Sardar Udham Movie Review: Vicky Kaushal film sparkles but misses soul

Vicky Kaushal plays the lead role in Shoojit Sircar’s Sardar Udham. The film is currently streaming on Amazon Prime Video.

It isn’t easy making a biopic or a film inspired by true events. Well, Shoojit Sircar refuses to call Sardar Udham a biopic and it’s obvious why. Sardar Udham’s name might not evoke an immediate memory, as opposed to a Bhagat Singh. And there is very little information about his life and events leading to his martyrdom. Udham wasn’t a mainstream name in the revolutionary fight leading up to Independence, but he was responsible for the one event that changed the course of history as we know it. Sardar Udham assassinated Michael O’Dwyer, who was Punjab’s Lieutenant Governor when the Jallianwala Bagh massacre occurred in Amritsar, on 13 April 1919.

Sardar Udham has Vicky Kaushal play the lead role and take on one of the most complex and challenging roles of his career. The film oscillates between the present and past, giving us flashbacks of what led Udham on his path of vengeance. The Jallianwala Bagh incident serves as a catalyst in Udham’s journey to England where he acts on his instinct and shoots O’Dwyer point-blank. But Shoojit’s movie is not about this stand-alone incident. In fact, the first hour or so of the film introduces us to Udham, his friends, the early influences in his life. There is also a cameo by Amol Parashar who plays Bhagat Singh, perhaps the only other name apart from O’Dwyer that’s etched in our history pages.

Udham’s journey in the pre-Independence days, leading up to his imprisonment, hearing and then death by hanging is all chronicled from a single point of view – his mind. The first hour of the film opens the floodgates to what it must have been like to be so angry, frustrated and obsessed with rage to follow one’s instincts, travel across the sea, use every possible help to seek the ultimate revenge.

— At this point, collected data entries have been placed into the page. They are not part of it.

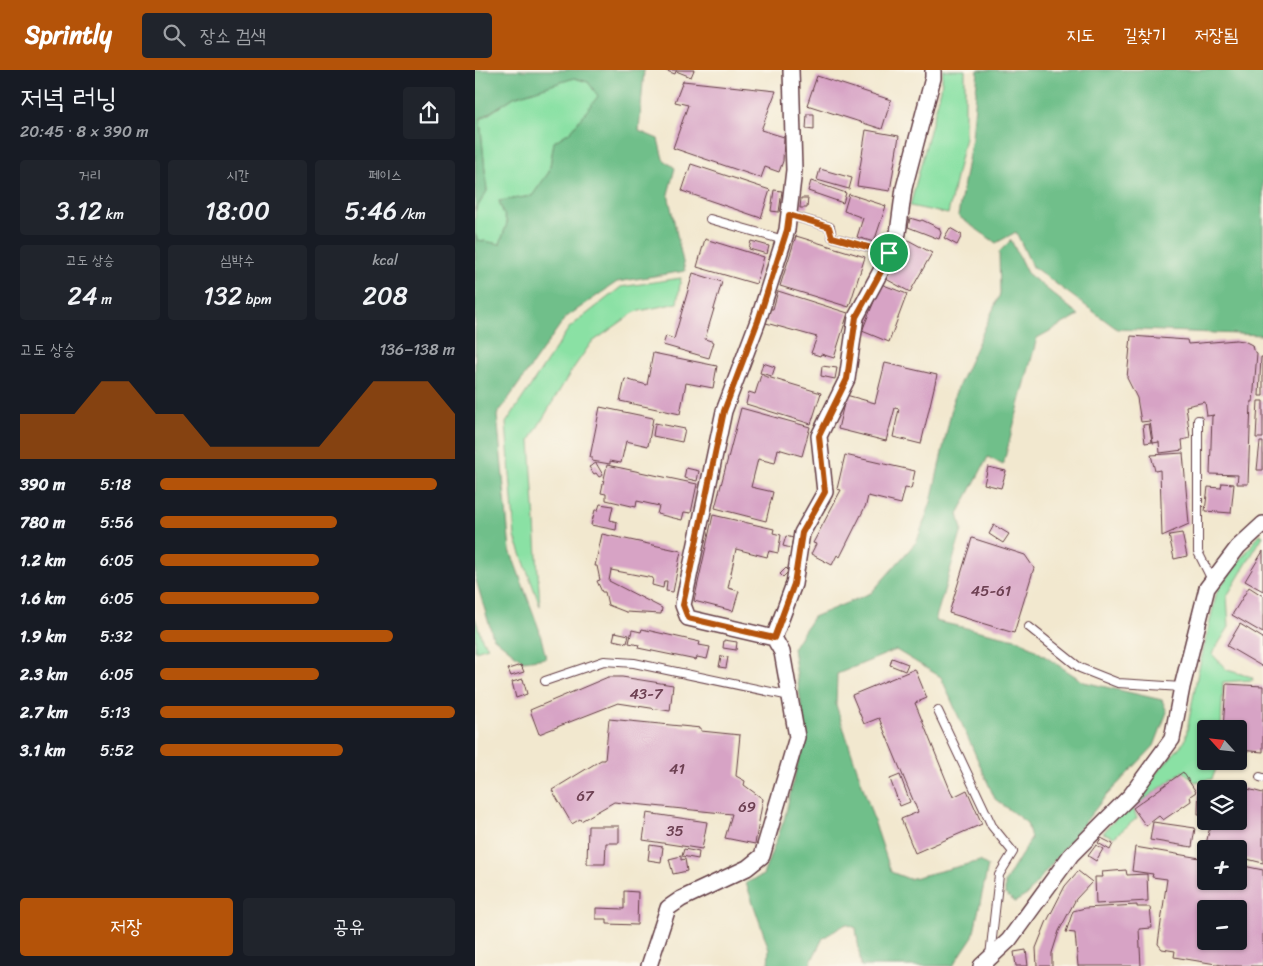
<!DOCTYPE html>
<html lang="ko">
<meta charset="utf-8">
<style>
:root{--surface:#171b24;--page:#20242c;--text:#f1f3f6;--muted:#9ea1a6;--accent:#b45309}
body{margin:0;font-family:Sriracha,"Poor Story",sans-serif;background:var(--page);color:var(--text);height:100vh;display:flex;flex-direction:column;font-size:19px;white-space:nowrap}
*{box-sizing:border-box;margin:0}
p{font-size:16px;color:var(--muted)}
.icon{flex:none;width:28px;height:28px;fill:none;stroke:currentColor;stroke-width:2;stroke-linecap:round;stroke-linejoin:round}
.map{position:relative;flex:1;overflow:hidden}
.sheet{display:flex;flex-direction:column;background:var(--surface);width:475px}
.sheet>*{flex:none}
.needle{width:32px;rotate:297deg}
.fabs{position:absolute;left:722px;top:650px;display:grid;gap:10px}
.fabs a{display:grid;place-items:center;width:50px;height:50px;border-radius:5px;background:var(--surface);box-shadow:0 1px 4px #0004;font-size:25px}
.pin{position:absolute;display:grid;place-items:center;width:42px;height:42px;color:#fff;margin:-21px;border:2px solid #fff;border-radius:50%;box-shadow:0 1px 5px #0007}
.round{display:grid;place-items:center;flex:none;width:52px;height:52px;border-radius:5px;background:var(--page)}
.overview{display:flex;align-items:center;justify-content:space-between;height:85px;padding:0 20px}
h1{font-size:28px;font-weight:600;line-height:38px}
.stats{display:grid;grid-template-columns:repeat(3,1fr);gap:8px;height:85px;padding:5px 20px}
.stats div{display:grid;align-content:center;border-radius:5px;background:var(--page);text-align:center}
.stats b{font-size:25px;font-weight:600}
.stats small{font-size:14px;font-weight:400}
.stats p{font-size:14px}
.chart{height:140px;padding:10px 20px}
.chart p{display:flex;justify-content:space-between}
.chart svg{width:100%;height:90px;margin-top:5px;fill:var(--accent);opacity:.7}
.cta{display:flex;gap:10px;margin-top:auto;padding:10px 20px}
.cta a{flex:1;height:58px;border-radius:5px;background:var(--accent);color:#fff;font-size:20px;font-weight:600;line-height:58px;text-align:center}
.cta a+a{background:var(--page);color:var(--text)}
ul{padding:0 20px;list-style:none;font-size:16px}
li{display:grid;grid-template-columns:80px 60px 1fr;align-items:center;height:38px}
li i{height:12px;border-radius:6px;background:var(--accent)}
header{display:flex;align-items:center;gap:30px;box-sizing:border-box;height:70px;padding:0 25px;background:var(--accent);color:#fff}
header strong{font-size:24px}
nav{display:flex;gap:28px;margin-inline-start:auto;font-size:18px}
.search{width:350px;height:45px;background:var(--page);display:flex;align-items:center;gap:12px;box-sizing:border-box;padding:0 18px;border-radius:5px;color:var(--muted);font-size:19px}
main{display:flex;flex:1;min-height:0}
.map>svg:first-child{display:block}
</style>
<header>
<strong>Sprintly</strong>
<div class="search"><svg class="icon" aria-label="search" viewBox="0 0 24 24"><circle cx="10" cy="10" r="6"/><path d="M15 15l6 6"/></svg>장소 검색</div>
<nav><a>지도</a><a>길찾기</a><a>저장됨</a></nav>
</header>
<main>
<section class="sheet">
<div class="overview"><div><h1>저녁 러닝</h1><p>20:45 · 8 × 390 m</p></div><a class="round"><svg class="icon" aria-label="share" viewBox="0 0 24 24"><path d="M12 15V3M7 8l5-5 5 5M5 13v7h14v-7"/></svg></a></div>
<div class="stats">
<div><p>거리</p><b>3.12<small> km</small></b></div>
<div><p>시간</p><b>18:00</b></div>
<div><p>페이스</p><b>5:46<small> /km</small></b></div>
</div>
<div class="stats">
<div><p>고도 상승</p><b>24<small> m</small></b></div>
<div><p>심박수</p><b>132<small> bpm</small></b></div>
<div><p>kcal</p><b>208</b></div>
</div>
<div class="chart"><p><span>고도 상승</span>136–138 m</p>
<svg viewBox="0 0 160 44" preserveAspectRatio="none"><path d="M0 44V22L10 22L20 22L30 6L40 6L50 22L60 22L70 38L80 38L90 38L100 38L110 38L120 22L130 6L140 6L150 6L160 22V44z"/></svg>
</div>
<ul>
<li><b>390 m</b>5:18<i style="width:94%"></i></li>
<li><b>780 m</b>5:56<i style="width:60%"></i></li>
<li><b>1.2 km</b>6:05<i style="width:54%"></i></li>
<li><b>1.6 km</b>6:05<i style="width:54%"></i></li>
<li><b>1.9 km</b>5:32<i style="width:79%"></i></li>
<li><b>2.3 km</b>6:05<i style="width:54%"></i></li>
<li><b>2.7 km</b>5:13<i style="width:100%"></i></li>
<li><b>3.1 km</b>5:52<i style="width:62%"></i></li>
</ul>
<div class="cta"><a>저장</a><a>공유</a></div>
</section>
<div class="map">
<svg width="788" height="896" viewBox="0 0 788 896">
<rect width="100%" height="100%" fill="#fbf7ec"/>
<filter id="ink" filterUnits="userSpaceOnUse"><feTurbulence type="fractalNoise" baseFrequency=".02" numOctaves="2"/><feDisplacementMap in="SourceGraphic" scale="10" xChannelSelector="R" yChannelSelector="G"/><feConvolveMatrix kernelMatrix="1 2 1 2 8 2 1 2 1" color-interpolation-filters="sRGB"/></filter>
<filter id="wash" filterUnits="userSpaceOnUse"><feTurbulence type="fractalNoise" baseFrequency=".0096" numOctaves="4" result="noise"/><feDisplacementMap in="SourceGraphic" scale="20" xChannelSelector="R" yChannelSelector="G"/><feGaussianBlur stdDeviation="1.12" result="paint"/><feColorMatrix in="noise" values="0 0 0 0 0 0 0 0 0 0 0 0 0 0 0 0 0 1.4 0 .05"/><feComposite in="paint" operator="in"/></filter>
<g filter="url(#wash)">
<rect width="100%" height="100%" fill="#f2e8cf"/>
<path fill="#8ae1a4" stroke="#6a8068" d="M468,0h22v67l-17,77 -38,-8 31,-117z
M99,8l14,4 11,14 -28,35 -17,11 -5,30 -17,24 -33,5 8,22 -7,21 -23,-4 -2,-6v-23l12,-20 -7,-71 34,-23z
M206,208l-4,25 -42,9 -44,31 -21,30 -40,67 10,166 -25,-69 -9,-114 63,-95 52,-41z
M785,464l3,2 -36,60 2,31 -17,27 15,16 25,7 1,3 -30,2 -2,47h-15v32h13l-7,18 -17,3 -12,-11 -50,37 4,10 -23,19 -11,-4 82,-92 12,-64 20,-86z
M0,548l7,21 6,8 -13,4z"/>
<path fill="#6fbf8a" stroke="#5c6f5a" d="M0,0h169l-5,61 19,8 5,20 12,9 -7,26 17,77 -68,11 -52,36 -68,97 13,135 29,79 7,29 -23,3 -30,-24 -18,-60v-343l3,6 22,4 7,-21 -8,-22 33,-5 17,-24 5,-30 17,-11 27,-35 -10,-14 -14,-4 -60,19 -34,22 7,72 -12,20z
M503,0h285v265l-146,-6 -85,-63 -16,-34 -20,11 -38,-27 14,-78z
M536,170l16,33 52,42 -42,23 -34,127 -15,-8 -30,57 4,16 -27,91 85,19 64,42 78,18 5,12 -13,34 -49,51 -78,98 -12,7 -10,-8v-12l26,-43 -4,-16 -32,-24 -54,-122 -45,-27 -59,24 -1,31 55,167 18,7 71,-18 8,5 -15,70 -20,30h-92l-5,-38 -10,-4 -23,14 -14,28h-41l1,-17 -23,-66 17,-8 21,-55 21,-88 -12,-84 20,-31 58,-24 46,-52 14,-39 24,-108 45,-100 -1,-42z"/>
<g id="blocks">
<path fill="#d7a3c5" fill-rule="evenodd" d="M189,0h30l-3,7 -15,-6 -1,3z
M342,6l74,24 -9,29 -75,-24z
M208,11l93,10 -15,39 23,7 -1,24 -4,11 -14,-5 -4,11 -88,-30 15,-43 -13,-3z
M332,44h7v16l-8,-1z
M391,60l33,6 -9,55 -33,-5z
M216,94l79,26 -9,28 -79,-27z
M345,99l32,9 -3,11 -32,-9z
M336,111l35,12 -3,10 -35,-12z
M299,120l8,1 -3,21 -8,-1z
M374,124l37,12 -12,36 -17,-5 6,-19 -19,-7z
M326,128h7l-1,10h-7z
M435,148l10,3 2,-1 17,8 2,5 -2,6 -31,-12z
M475,158l12,7 -5,10 -13,-7z
M321,166l69,21 -16,50 -69,-21z
M230,169l59,18 -8,27 -59,-17z
M433,170l24,13 -22,39 -24,-13z
M276,171l18,5 -2,8 -18,-5z
M218,203l29,9 -17,57 9,3 -5,16 -46,-13 3,-9 8,3z
M406,214l26,10 -18,48 -27,-11z
M303,221l70,22 -14,45 -13,-4 -1,2 -9,-3 6,-16 -51,-14 4,-14h3z
M656,266l56,4 1,4 48,-4 8,1 8,4 1,5 4,3 -4,49h-2l-3,82h-11l1,-9 -28,-1 2,-58 2,-1 -7,1 -2,-14 -19,4 4,32 -8,2 1,10 -23,3 -1,-11 -6,1 -3,-22 -9,1 -4,-24 -10,-20z
M178,283l64,13 -4,22 -27,-5 -6,31 -60,-13 5,-22 22,6z
M786,287h2v39h-4z
M288,293l12,4 -3,9 -12,-3z
M410,293l52,12 -16,69 -28,-7 6,-28 -4,-1 -9,33 -48,-12 8,-34 29,8z
M347,296l15,2 -2,11 -14,-3z
M286,305l60,18 -10,31 -65,-20 3,-12 6,2z
M783,331h5v37h-7z
M125,337l53,11 -5,28 -22,-5 -5,22 -11,-2v3l-18,-3v-4h-2z
M266,338l69,19 -8,29 -24,-7 -3,14 -17,-4 -7,28 22,5 -7,29 -51,-13z
M180,353l30,6 -3,13 -29,-6z
M674,354l3,18 -7,1 -2,-18z
M785,372h3v28h-6z
M708,383l6,71 -27,12 -2,-66 -5,1 -4,-16z
M370,385l70,16 -4,18 -6,-1 -4,16 -33,-8 -2,9 -26,52 -3,-2 -5,10 -21,-11 5,-10 -3,-1 28,-53 -4,-1z
M121,393l7,12 -4,2 -3,-4 -2,1 -5,-7z
M132,395l90,19 -6,29 -7,-1 -2,8 -25,-6 2,-8 -22,-5 -1,6 -30,-7v-6l-5,-1z
M513,397l18,4 -5,17 -17,-4z
M211,398l13,3 -2,10 -13,-3z
M747,413l12,1 -3,29 -26,-2 3,-24 13,1z
M125,434l13,2 -3,14 7,2 -1,8 -25,-5 4,-15h3z
M238,445l61,14 -1,4 8,2 -3,18 -9,-2 -2,6 -31,-8 -8,39 11,3 -6,20 -39,-10z
M519,455l15,9 -6,9 -14,-9z
M707,463l5,23 -13,3 -5,-24z
M127,464l79,17 -8,41 -7,-1 1,-10h-3l-1,7 -11,-3 1,-7 -42,-8 -2,11 53,27 -1,6 -35,-2 -18,-7 -3,-13h-3l-5,-11 3,-1 -3,-14h-2z
M311,466l7,2 -2,10 -8,-2z
M497,468l53,17 9,13 -20,65 -65,-20z
M788,481v40l-18,-10z
M311,498l3,3 -6,6 -3,-3z
M774,517l14,9v37l-31,-18z
M765,554l23,14v29l-36,-21z
M167,559l58,13 -1,3 11,2 -3,12 -10,-2 -1,3 -58,-12 1,-3 -10,-2 3,-13 9,2z
M140,562l14,3 -2,8 -14,-3z
M249,570l13,2 -1,8 -13,-2z
M246,586l7,1 -2,11 -7,-1z
M417,588l16,6 -3,7 -15,-6z
M46,595l3,7 -13,4 -3,-7z
M440,599l12,29 -12,5 38,94 14,-7 15,34 -67,29 -14,-34 17,-7 -39,-94 -15,6 -12,-29z
M133,607h14l51,8 -3,26 -52,-8 -79,31 -9,-24z
M48,609l4,15 -11,4 -4,-16z
M751,614l37,2v66l-24,-2v-21h-16z
M134,649l92,9v3l39,4 -4,41 9,5 -1,4 19,14 -8,45 -30,-6 7,-24 -118,-12 -33,19 -1,-2 -8,5 -20,-34 49,-30h4z
M708,702l13,20 -6,4 1,5 -28,19 -4,-4 -13,10 -13,-18z
M425,705l10,27 -10,4 -10,-27z
M724,714l37,2 27,7v70l-24,-6v-8h-34l6,-27 21,5 1,-6h6v-32h-33v25h-8z
M172,743l60,9 -5,27 -59,-9z
M678,752l42,6 -3,19 -42,-7z
M113,756h31v17h-13l-1,21h-18z
M626,768l12,6 -3,6 -12,-7z
M175,775l13,2 -2,15 -13,-2z
M621,775l7,4 -7,12 -8,-5z
M660,777l71,12v22h33v-16l24,5v96h-35l-54,-9 1,-6 -13,-2 -4,-5 9,-65 -15,-2 1,-3 -21,-3zM731,839h33v32h-33z
M209,779l15,3 -1,7 -16,-3z
M206,786v4l4,-1 2,12 -14,3 -4,-15z
M651,800l1,5 20,-1 1,27 -52,3 -1,-27h8l-1,-5z
M603,801l14,11 -16,17 -17,32 -7,22v13h-15l-1,-18 10,-25 19,-37z
M149,821l14,1 -1,33 -30,-1v-5h-11v-11l28,1z
M662,835v2h13l2,21 -13,1 2,37h-63l-3,-33 -9,-1 7,-21 12,-3z
M551,880l2,16h-12l-2,-14z"/>
</g>
</g>
<g filter="url(#ink)">
<use href="#blocks" fill-opacity="0" stroke="#633d44" stroke-width="1"/>
<g fill="none" stroke-linecap="round" stroke-linejoin="round">
<g stroke="#633d44" stroke-width="10">
<path id="lane" d="M314,145l41,12 2,10 57,16
M235,149l74,21
M723,350v132l14,28
M554,557l51,41 38,15 64,4
M70,611l59,-20 30,2 156,33
M463,641l54,115 21,26 -14,23 -9,81
M785,707l3,1"/>
</g>
<g stroke="#633d44" stroke-width="18">
<path id="street" d="M299,568l-86,-20 -5,-13 41,-194 34,-90 29,-91 7,-60 -3,-100
M174,896l19,-58 13,-9 66,-31 15,-12 35,-119 -15,-85 -8,-14 20,-54 8,-51 23,-41 -6,-56 28,-57 9,-62 27,-50 15,-34 6,-45 29,-110v-8
M506,896l28,-26 62,-85 60,-60 41,-56 10,-52 25,-99 31,-41 25,-23"/>
</g>
<use href="#lane" stroke="#fff" stroke-width="8"/>
<use href="#street" stroke="#fff" stroke-width="15"/>
</g>
</g>
<g fill="none" stroke-linecap="round" stroke-linejoin="round" filter="url(#ink)">
<g stroke="#fff" stroke-width="10">
<path id="route" d="M314,145l40,12 3,10 57,16 -6,15 -27,49 -9,62 -28,57 6,56 -23,41 -8,51 -20,54 -86,-20 -5,-13 41,-194 34,-90 29,-91z"/>
</g>
<use href="#route" stroke="#b45309" stroke-width="6"/>
</g>
<g text-anchor="middle" stroke-width="5" stroke-linejoin="round" paint-order="stroke">
<g font-size="15" fill="#6d4052">
<text x="516" y="526">45-61</text>
<text x="171" y="629">43-7</text>
<text x="202" y="704">41</text>
<text x="110" y="731">67</text>
<text x="272" y="742">69</text>
<text x="200" y="766">35</text>
</g>
</g>
</svg>
<div class="fabs">
<a><svg class="needle" viewBox="-14 -14 28 28"><path d="M0-13l5 13h-10z" fill="#e53935"/><path d="M0 13l5-13h-10z" fill="#9ea1a6"/></svg></a>
<a><svg class="icon" aria-label="layers" viewBox="0 0 24 24"><path d="M12 4l9 5-9 5-9-5zM3 14l9 5 9-5"/></svg></a>
<a>+</a>
<a>−</a>
</div>
<div class="pin" style="left:414px;top:183px;background:#1e9e55"><svg class="icon" aria-label="arrive" viewBox="0 0 24 24"><path d="M6 21V4h12l-3 4 3 4H6"/></svg></div>
</div>
</main>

Avik Mukhopadhyay’s cinematography has a lasting impression as it captures everything from the claustrophobic cells to the snow-capped landscapes of the former USSR. Camera work is one of the strongest assets of Sardar Udham. Also, technically, this is perhaps Shoojit’s most ambitious film and that reflects in every department be it background score, set design or costume. Much attention is paid to detail in creating the era, Shoojit’s team has taken the effort to also understand body language, the walk, tonality of characters and also cast some amazing talents who play important members in the British force – namely Shaun Scott who plays Michael O’Dwyer and Stephen Hogan as Detective Inspector John Swain. None of the supporting cast feel like extras on a film and everyone has a purpose and a reason to be in the film.

However, even though the film has technical finesse, it has several hiccups in the way it builds its narrative. Not wanting to be jingoistic or resort to chest-thumping, Shoojit underplays his lead character to such an extent that at times his efforts feel underwhelming. He might not be a Bhagat Singh delivering fiery speeches, yet there is something amiss about Udham, especially in the first half as we are introduced to him. The pace and long-drawn scenes (there is one with Vicky walking endlessly through miles of icy fields) do very little to hold your attention.

The big massacre scene, which sends shivers down your spine, is saved for the very end as we come closer to Udham’s unravelling. Vicky looks the part and there is immense mental homework, deep-diving into the mindset of this character that seems to have helped him in some really tough scenes. But, eventually, the film wears you down with its lack of pace and long-drawn scenes that sometimes seem to go nowhere.

Sardar Udham’s run-time does very little to keep you captivated. Especially for the OTT format, pace and run-time are factors that play a very important role in your overall experience.

Sardar Udham deserves a watch for Vicky’s efforts and Shoojit’s vision in creating a canvas that tells the story of one of India’s most underplayed revolutionary heroes.